1 Jesus called his twelve disciples to him and gave them authority to drive out impure spirits and to heal every disease and sickness.

2 These are the names of the twelve apostles: first, Simon (who is called Peter) and his brother Andrew; James son of Zebedee, and his brother John; 3 Philip and Bartholomew; Thomas and Matthew the tax collector; James son of Alphaeus, and Thaddaeus; 4 Simon the Zealot and Judas Iscariot, who betrayed him.

5 These twelve Jesus sent out with the following instructions: “Do not go among the Gentiles or enter any town of the Samaritans. 6 Go rather to the lost sheep of Israel. 7 As you go, proclaim this message: ‘The kingdom of heaven has come near.’ 8 Heal the sick, raise the dead, cleanse those who have leprosy, drive out demons. Freely you have received; freely give.

Dear God, it is interesting that Jesus specifically sent them to the what was probably the tougher audience—the churched. He had worked so hard to keep his power a secret, but now he had empowered his disciples and told them to go to the people who were more likely to reject them. He told them to do it freely so that a lot of people would see your power. Was he hoping that the Jews would one day become missionaries to the Gentiles and Samaritans? Was he trying to build a base from which he could launch faith?

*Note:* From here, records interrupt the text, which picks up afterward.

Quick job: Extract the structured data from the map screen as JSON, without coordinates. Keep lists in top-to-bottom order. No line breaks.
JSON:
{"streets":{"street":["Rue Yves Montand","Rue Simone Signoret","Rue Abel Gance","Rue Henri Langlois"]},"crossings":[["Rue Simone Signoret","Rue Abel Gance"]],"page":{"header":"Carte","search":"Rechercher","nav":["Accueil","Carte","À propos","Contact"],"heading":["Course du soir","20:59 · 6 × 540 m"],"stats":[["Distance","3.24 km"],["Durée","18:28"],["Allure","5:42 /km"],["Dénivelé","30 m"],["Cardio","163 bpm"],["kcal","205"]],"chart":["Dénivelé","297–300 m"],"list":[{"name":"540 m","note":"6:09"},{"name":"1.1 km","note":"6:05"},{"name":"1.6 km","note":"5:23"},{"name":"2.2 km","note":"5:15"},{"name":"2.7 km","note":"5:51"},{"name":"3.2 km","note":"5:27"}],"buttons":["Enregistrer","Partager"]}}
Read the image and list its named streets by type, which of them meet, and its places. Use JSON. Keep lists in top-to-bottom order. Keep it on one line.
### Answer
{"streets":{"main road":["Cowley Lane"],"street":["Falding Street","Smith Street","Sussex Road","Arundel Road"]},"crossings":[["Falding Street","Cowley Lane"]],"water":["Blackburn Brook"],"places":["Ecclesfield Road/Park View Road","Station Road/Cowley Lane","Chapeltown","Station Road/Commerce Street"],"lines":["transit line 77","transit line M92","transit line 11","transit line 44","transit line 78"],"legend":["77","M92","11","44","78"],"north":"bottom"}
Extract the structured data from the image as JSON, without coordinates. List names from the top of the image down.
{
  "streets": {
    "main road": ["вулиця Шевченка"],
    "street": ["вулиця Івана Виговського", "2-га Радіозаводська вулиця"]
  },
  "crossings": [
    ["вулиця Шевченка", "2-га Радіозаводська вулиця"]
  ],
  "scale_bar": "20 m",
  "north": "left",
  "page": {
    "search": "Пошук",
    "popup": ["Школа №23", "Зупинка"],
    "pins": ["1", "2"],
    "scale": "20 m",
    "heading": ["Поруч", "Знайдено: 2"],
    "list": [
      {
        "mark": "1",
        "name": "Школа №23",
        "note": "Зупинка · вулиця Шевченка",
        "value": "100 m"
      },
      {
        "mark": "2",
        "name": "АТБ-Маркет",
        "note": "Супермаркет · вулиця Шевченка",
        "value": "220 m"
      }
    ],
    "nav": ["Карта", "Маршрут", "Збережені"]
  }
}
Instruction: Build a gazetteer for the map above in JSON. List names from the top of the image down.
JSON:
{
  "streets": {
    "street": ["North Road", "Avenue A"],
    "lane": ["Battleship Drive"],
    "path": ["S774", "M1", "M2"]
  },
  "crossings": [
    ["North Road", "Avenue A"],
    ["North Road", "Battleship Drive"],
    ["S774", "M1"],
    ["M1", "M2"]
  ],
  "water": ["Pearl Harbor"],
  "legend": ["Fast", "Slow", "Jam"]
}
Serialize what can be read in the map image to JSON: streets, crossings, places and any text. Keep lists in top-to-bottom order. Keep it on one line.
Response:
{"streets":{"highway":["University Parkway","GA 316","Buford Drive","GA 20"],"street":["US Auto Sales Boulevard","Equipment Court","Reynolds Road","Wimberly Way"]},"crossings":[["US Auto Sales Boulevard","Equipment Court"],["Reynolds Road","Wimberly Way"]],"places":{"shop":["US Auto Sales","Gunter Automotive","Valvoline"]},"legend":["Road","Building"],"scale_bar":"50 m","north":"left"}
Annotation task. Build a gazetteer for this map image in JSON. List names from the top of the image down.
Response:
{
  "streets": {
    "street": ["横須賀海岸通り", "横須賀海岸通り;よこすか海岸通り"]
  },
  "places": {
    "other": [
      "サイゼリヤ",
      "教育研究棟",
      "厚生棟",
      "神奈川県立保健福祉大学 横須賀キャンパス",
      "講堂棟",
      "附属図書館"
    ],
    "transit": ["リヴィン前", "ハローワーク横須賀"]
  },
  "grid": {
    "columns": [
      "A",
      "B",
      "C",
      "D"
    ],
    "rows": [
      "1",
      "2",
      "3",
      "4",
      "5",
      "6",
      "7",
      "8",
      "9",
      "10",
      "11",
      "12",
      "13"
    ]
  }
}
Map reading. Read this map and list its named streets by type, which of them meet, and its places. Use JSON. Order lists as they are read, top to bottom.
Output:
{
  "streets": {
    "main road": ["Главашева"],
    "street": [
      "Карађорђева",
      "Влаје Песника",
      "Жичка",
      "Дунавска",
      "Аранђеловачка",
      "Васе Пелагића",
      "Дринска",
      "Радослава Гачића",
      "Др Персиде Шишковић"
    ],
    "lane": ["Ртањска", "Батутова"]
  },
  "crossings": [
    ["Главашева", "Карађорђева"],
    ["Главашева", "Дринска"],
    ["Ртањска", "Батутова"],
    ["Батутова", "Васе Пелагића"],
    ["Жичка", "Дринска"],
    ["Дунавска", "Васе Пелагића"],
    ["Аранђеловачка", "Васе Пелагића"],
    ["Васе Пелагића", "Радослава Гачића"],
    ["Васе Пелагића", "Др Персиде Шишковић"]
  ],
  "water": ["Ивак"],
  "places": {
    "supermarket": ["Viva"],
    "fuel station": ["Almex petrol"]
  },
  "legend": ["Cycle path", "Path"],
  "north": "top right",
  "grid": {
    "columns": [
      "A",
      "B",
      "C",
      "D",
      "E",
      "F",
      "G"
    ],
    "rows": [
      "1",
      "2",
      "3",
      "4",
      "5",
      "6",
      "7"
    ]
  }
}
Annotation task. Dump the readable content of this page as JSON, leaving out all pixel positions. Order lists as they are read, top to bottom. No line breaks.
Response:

So who am I? I suppose that I am part of the base that now is supposed to go out and share you with others. Although I am a Gentile, after two millennia of the Christian faith, I would say that the term Gentile no longer applies to me. I was raised to believe in you from birth, so I have different responsibilities than someone who doesn’t know you or comes to faith in you later in life.

Father, much like my question yesterday about what kind of harvester should I be, today’s question is, What are my responsibilities since you have given me so much? Back then you saw the needs of the people and that you needed harvesters so you empowered your disciples and told them to go out and harvest. I think you are calling us to harvest too. So teach me to harvest. Teach me to love others. Teach me to be the servant you need me to be.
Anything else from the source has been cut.